Instructions for the task:
Search the entries for lines with the string "lists" and say how many there are, giving only the number.

[Stored data]

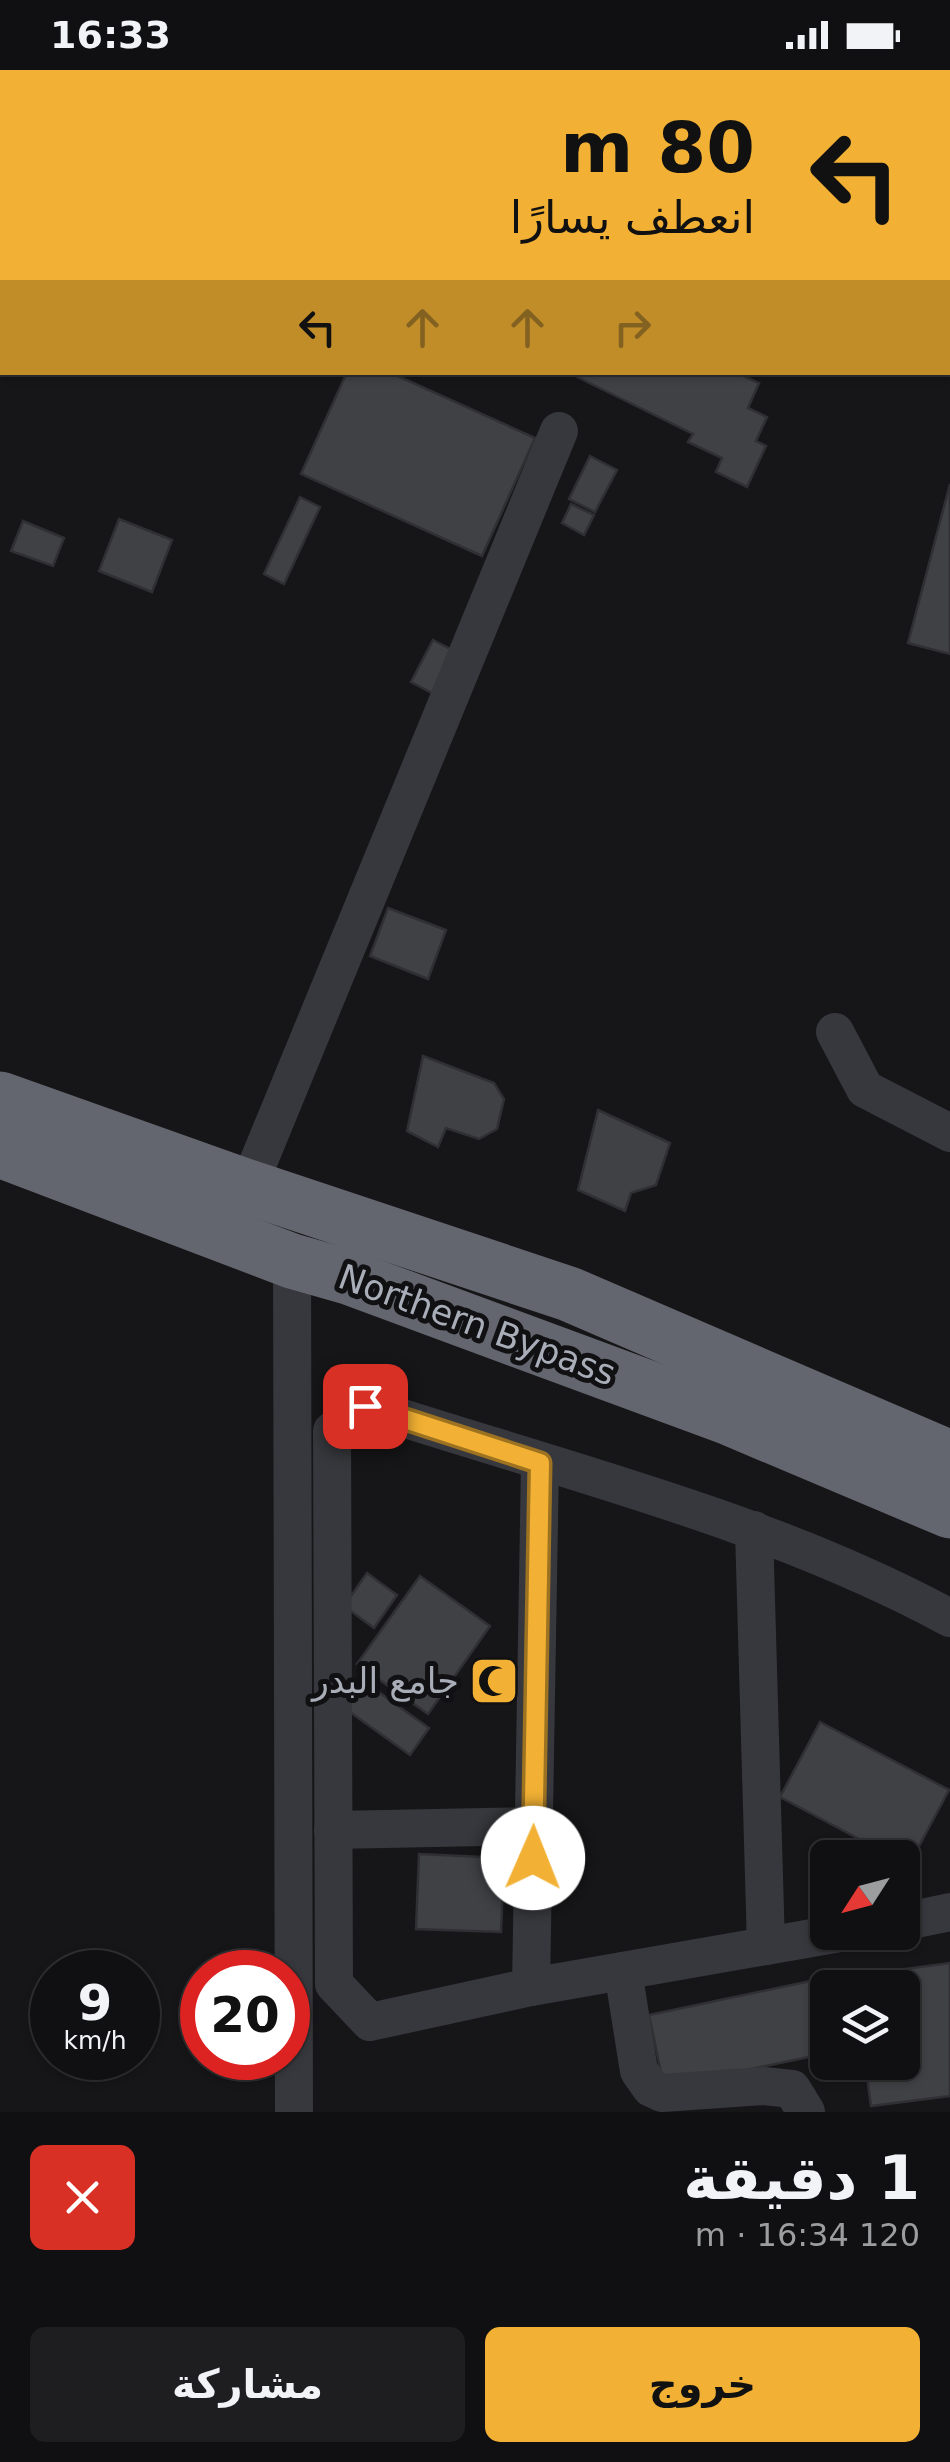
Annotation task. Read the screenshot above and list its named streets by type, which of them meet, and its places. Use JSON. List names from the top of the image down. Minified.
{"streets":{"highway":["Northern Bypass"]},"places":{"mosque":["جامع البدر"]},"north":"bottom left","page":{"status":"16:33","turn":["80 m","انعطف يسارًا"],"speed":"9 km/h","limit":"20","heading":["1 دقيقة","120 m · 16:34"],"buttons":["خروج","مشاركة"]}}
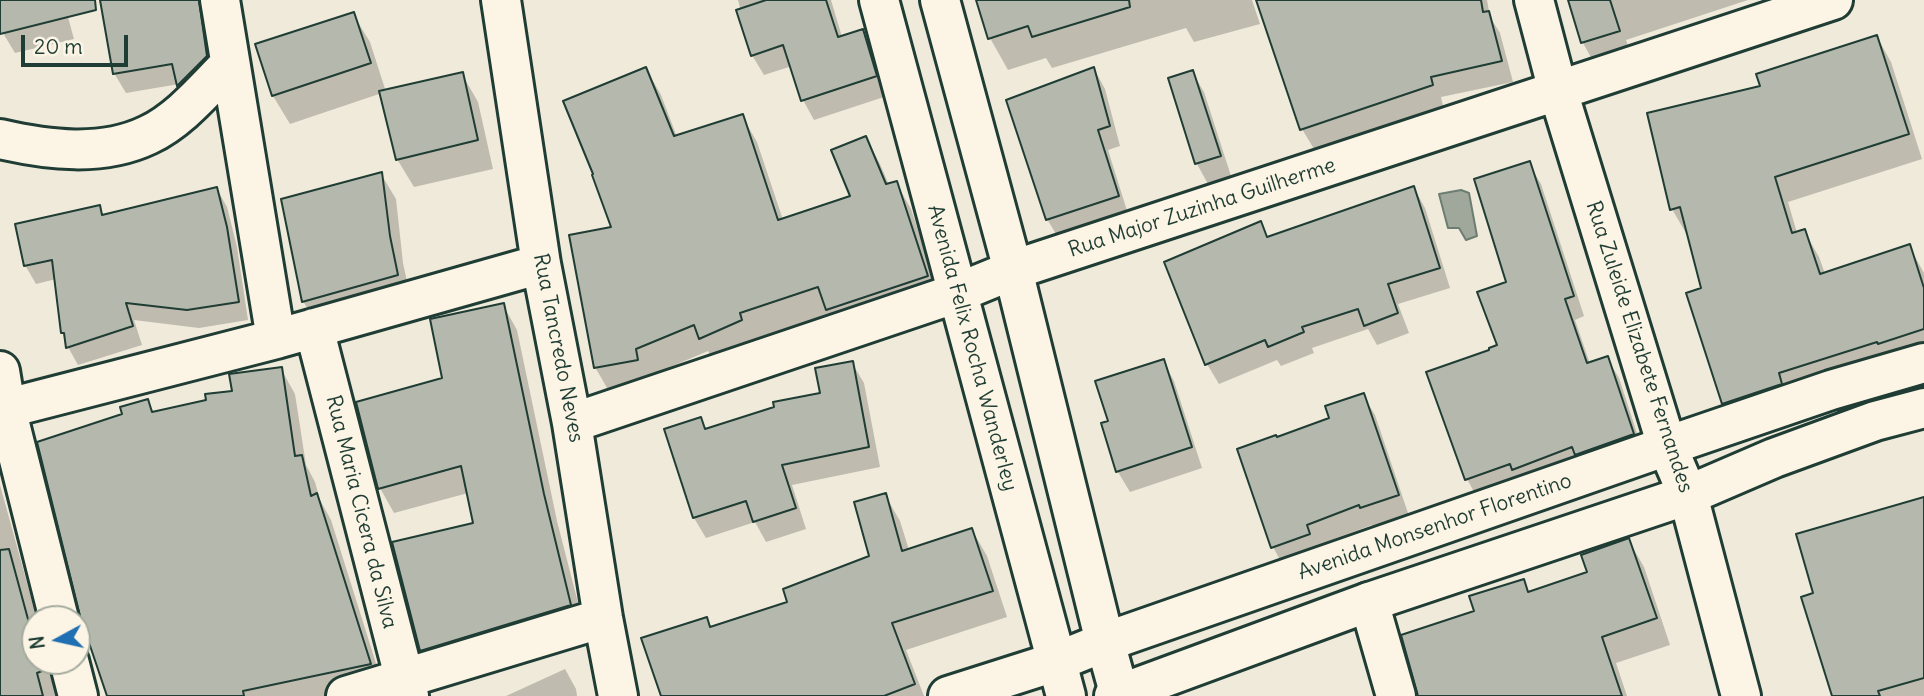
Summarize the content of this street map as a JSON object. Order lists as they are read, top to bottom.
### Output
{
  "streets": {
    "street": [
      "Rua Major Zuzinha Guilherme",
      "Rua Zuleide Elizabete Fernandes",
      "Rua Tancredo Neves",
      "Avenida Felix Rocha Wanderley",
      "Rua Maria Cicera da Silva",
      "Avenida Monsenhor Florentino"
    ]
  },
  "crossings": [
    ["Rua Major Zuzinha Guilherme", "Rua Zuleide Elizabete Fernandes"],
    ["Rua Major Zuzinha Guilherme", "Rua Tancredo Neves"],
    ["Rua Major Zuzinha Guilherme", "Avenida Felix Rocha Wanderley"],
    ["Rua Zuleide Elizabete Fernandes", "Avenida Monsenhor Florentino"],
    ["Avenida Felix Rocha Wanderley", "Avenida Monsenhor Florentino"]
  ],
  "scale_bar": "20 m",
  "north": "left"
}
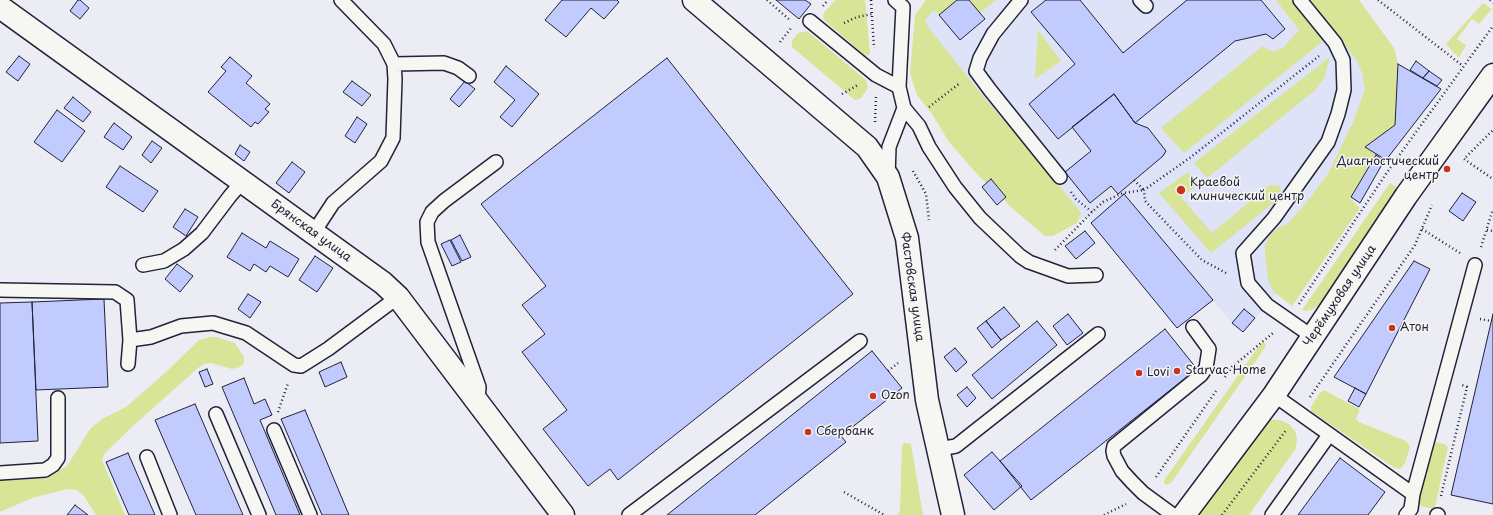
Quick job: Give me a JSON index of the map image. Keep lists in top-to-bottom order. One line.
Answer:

Your response:
2